(EXCERPTED RECORDS Opens)

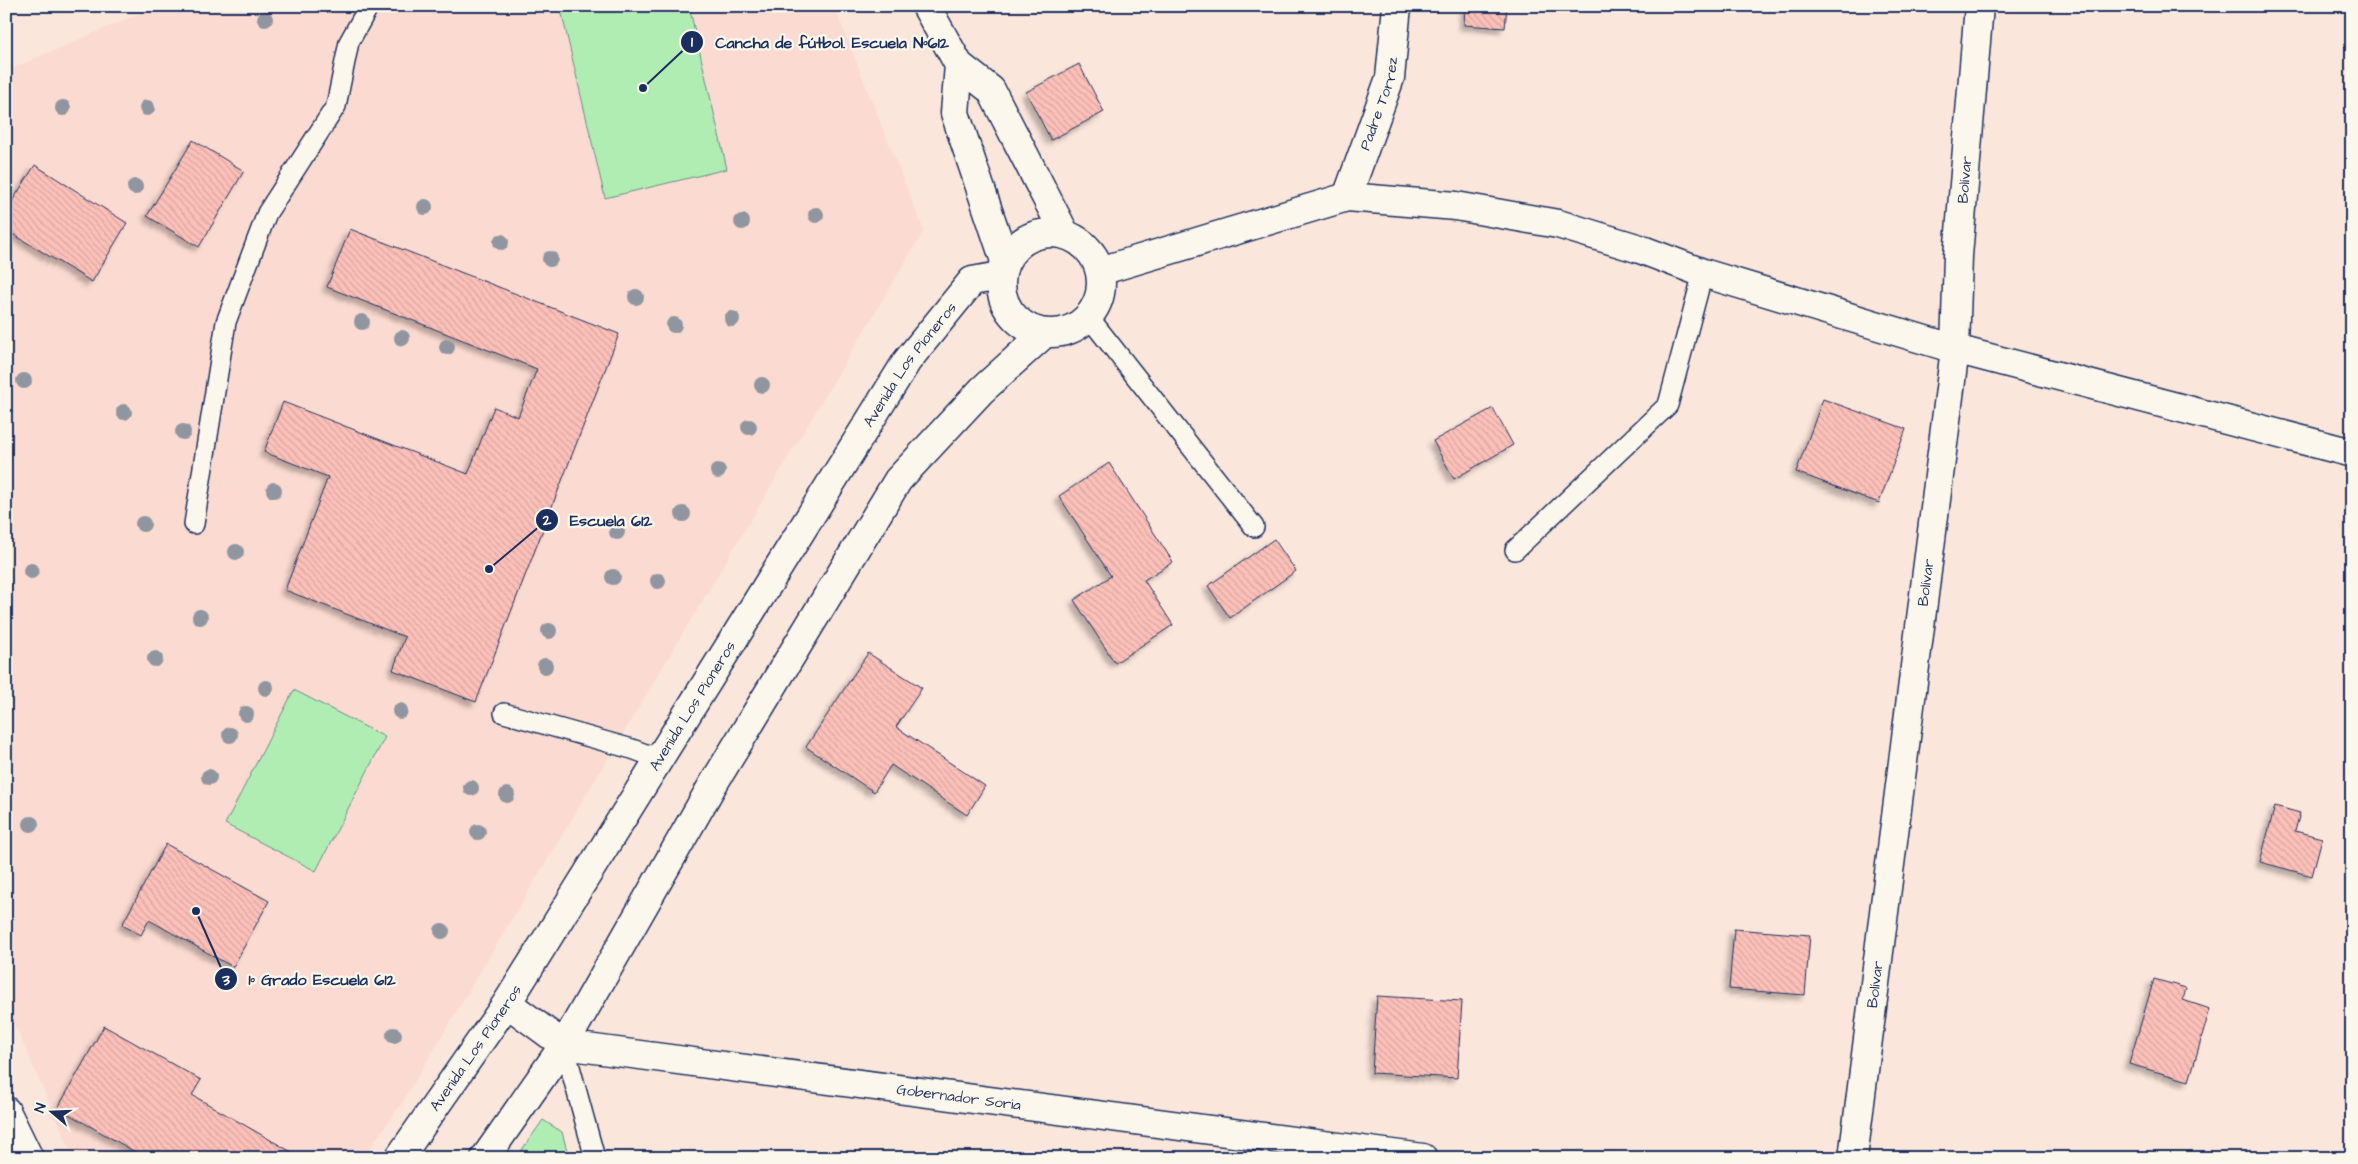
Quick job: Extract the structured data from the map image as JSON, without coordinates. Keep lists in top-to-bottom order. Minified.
{"streets":{"street":["Padre Torrez","Bolívar","Avenida Los Pioneros","Gobernador Soria"]},"crossings":[["Avenida Los Pioneros","Gobernador Soria"]],"places":["Cancha de fútbol. Escuela Nº612","Escuela 612","1º Grado Escuela 612"],"north":"left"}
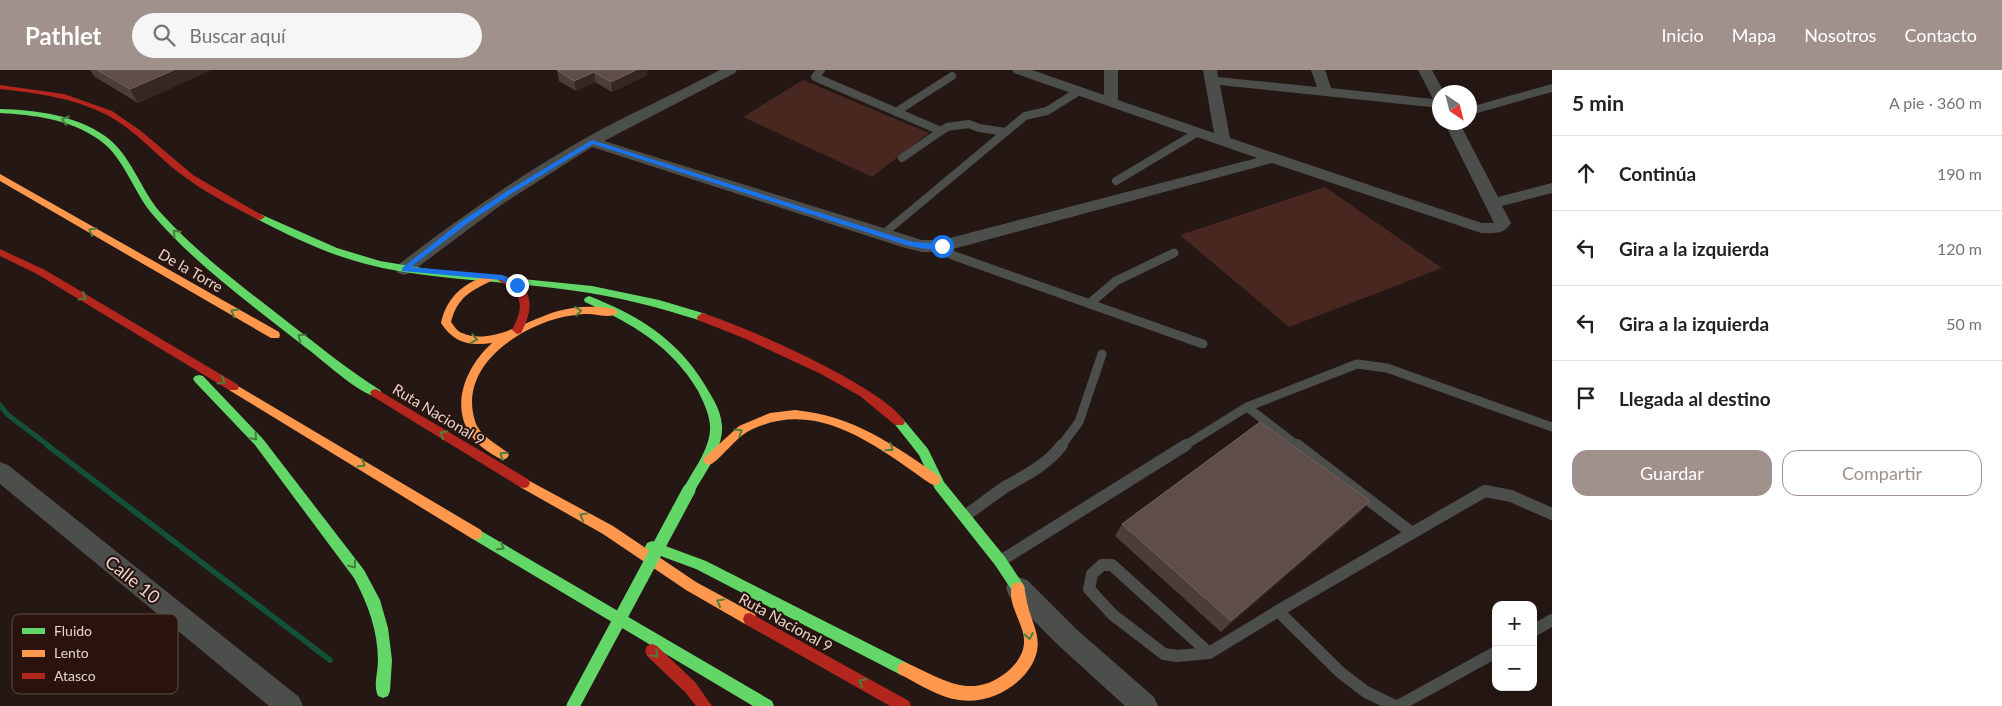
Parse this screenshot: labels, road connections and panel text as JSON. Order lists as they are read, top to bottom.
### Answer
{
  "streets": {
    "main road": ["De la Torre", "Ruta Nacional 9"],
    "street": ["Calle 10"]
  },
  "crossings": [
    ["De la Torre", "Ruta Nacional 9"]
  ],
  "legend": ["Fluido", "Lento", "Atasco"],
  "north": "bottom right",
  "page": {
    "header": "Pathlet",
    "search": "Buscar aquí",
    "nav": [
      "Inicio",
      "Mapa",
      "Nosotros",
      "Contacto"
    ],
    "heading": ["5 min", "A pie · 360 m"],
    "list": [
      ["Continúa", "190 m"],
      ["Gira a la izquierda", "120 m"],
      ["Gira a la izquierda", "50 m"],
      "Llegada al destino"
    ],
    "buttons": ["Guardar", "Compartir"],
    "map_buttons": ["+", "−"]
  }
}
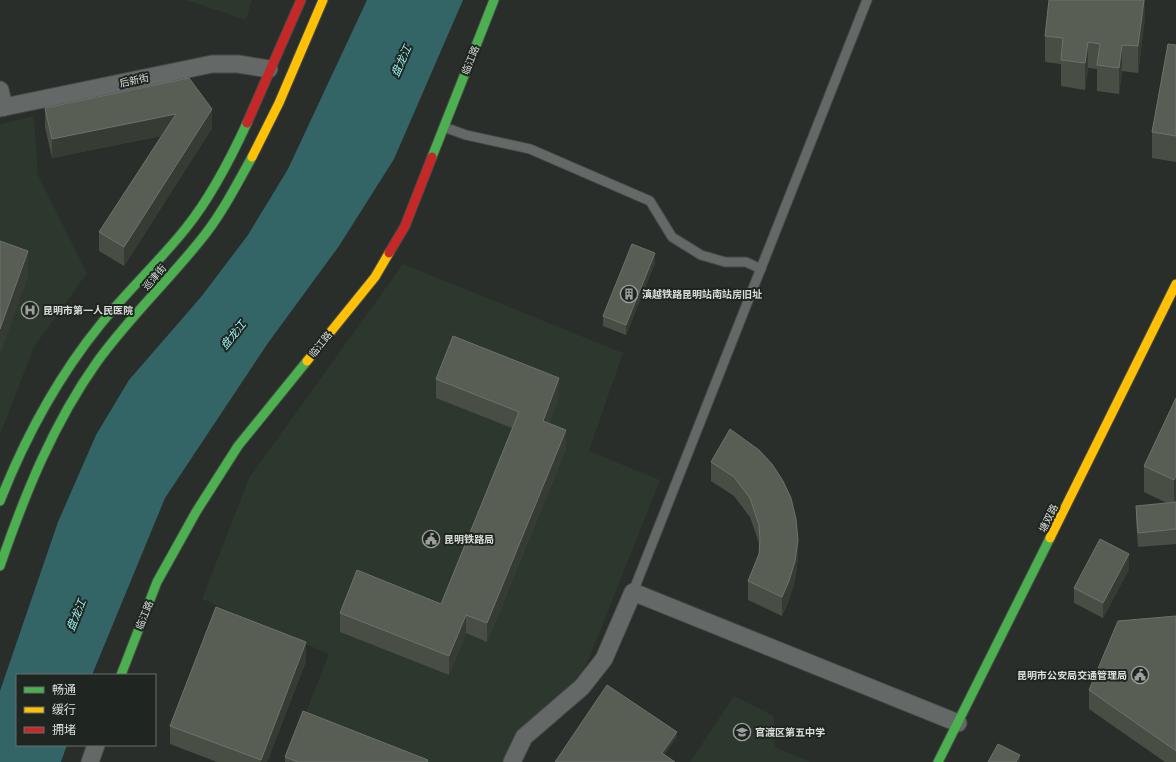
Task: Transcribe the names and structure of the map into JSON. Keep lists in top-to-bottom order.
{
  "streets": {
    "street": [
      "临江路",
      "后新街",
      "巡津街",
      "塘双路"
    ]
  },
  "crossings": [
    ["后新街", "巡津街"]
  ],
  "water": ["盘龙江"],
  "places": {
    "building": ["滇越铁路昆明站南站房旧址"],
    "hospital": ["昆明市第一人民医院"],
    "public building": ["昆明铁路局", "昆明市公安局交通管理局"],
    "school or university": ["官渡区第五中学"]
  },
  "legend": ["畅通", "缓行", "拥堵"]
}
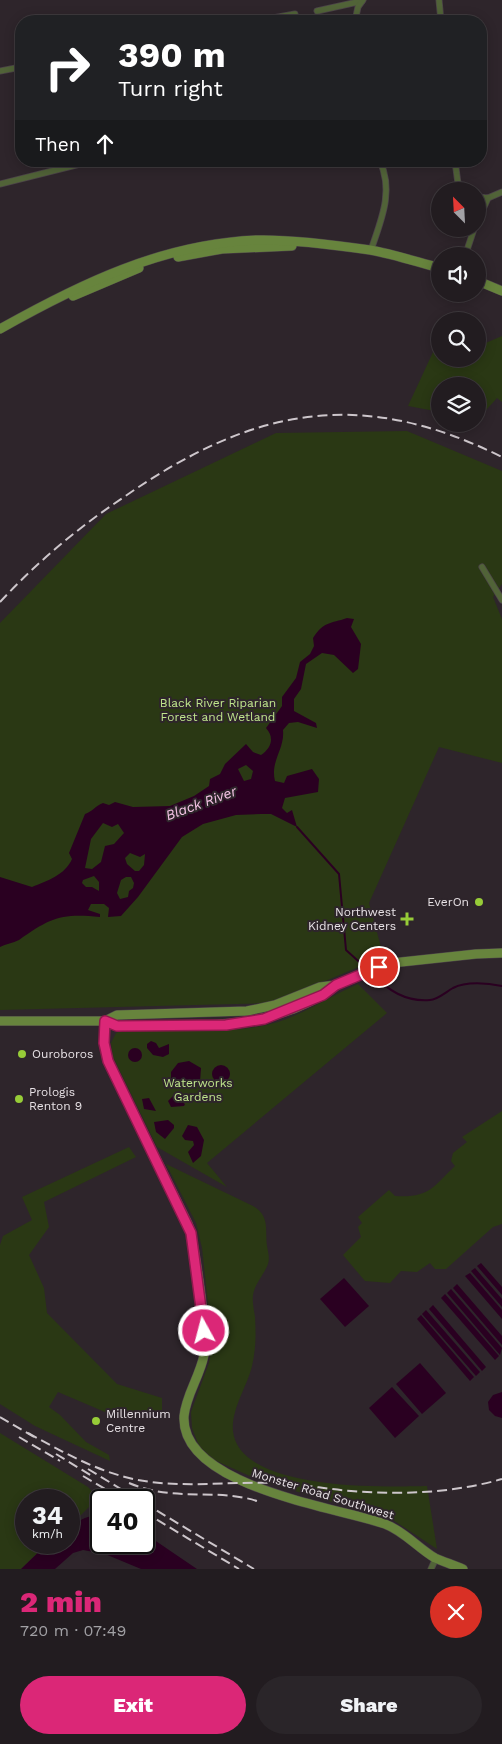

(EXCERPTED RECORDS Closes)

AIM OF THE EXERCISE: Exactness is what counts here: copy each entry as given and omit its pictures.

ANSWER TO THIS TASK:
Quick job: Extract the structured data from the map image as JSON, without coordinates. Keep lists in top-to-bottom order. Minified.
{"streets":{"street":["Padre Torrez","Bolívar","Avenida Los Pioneros","Gobernador Soria"]},"crossings":[["Avenida Los Pioneros","Gobernador Soria"]],"places":["Cancha de fútbol. Escuela Nº612","Escuela 612","1º Grado Escuela 612"],"north":"left"}
Parse this screenshot: labels, road connections and panel text as JSON. Order lists as they are read, top to bottom.
### Answer
{
  "streets": {
    "main road": ["De la Torre", "Ruta Nacional 9"],
    "street": ["Calle 10"]
  },
  "crossings": [
    ["De la Torre", "Ruta Nacional 9"]
  ],
  "legend": ["Fluido", "Lento", "Atasco"],
  "north": "bottom right",
  "page": {
    "header": "Pathlet",
    "search": "Buscar aquí",
    "nav": [
      "Inicio",
      "Mapa",
      "Nosotros",
      "Contacto"
    ],
    "heading": ["5 min", "A pie · 360 m"],
    "list": [
      ["Continúa", "190 m"],
      ["Gira a la izquierda", "120 m"],
      ["Gira a la izquierda", "50 m"],
      "Llegada al destino"
    ],
    "buttons": ["Guardar", "Compartir"],
    "map_buttons": ["+", "−"]
  }
}
Task: Transcribe the names and structure of the map into JSON. Keep lists in top-to-bottom order.
{
  "streets": {
    "street": [
      "临江路",
      "后新街",
      "巡津街",
      "塘双路"
    ]
  },
  "crossings": [
    ["后新街", "巡津街"]
  ],
  "water": ["盘龙江"],
  "places": {
    "building": ["滇越铁路昆明站南站房旧址"],
    "hospital": ["昆明市第一人民医院"],
    "public building": ["昆明铁路局", "昆明市公安局交通管理局"],
    "school or university": ["官渡区第五中学"]
  },
  "legend": ["畅通", "缓行", "拥堵"]
}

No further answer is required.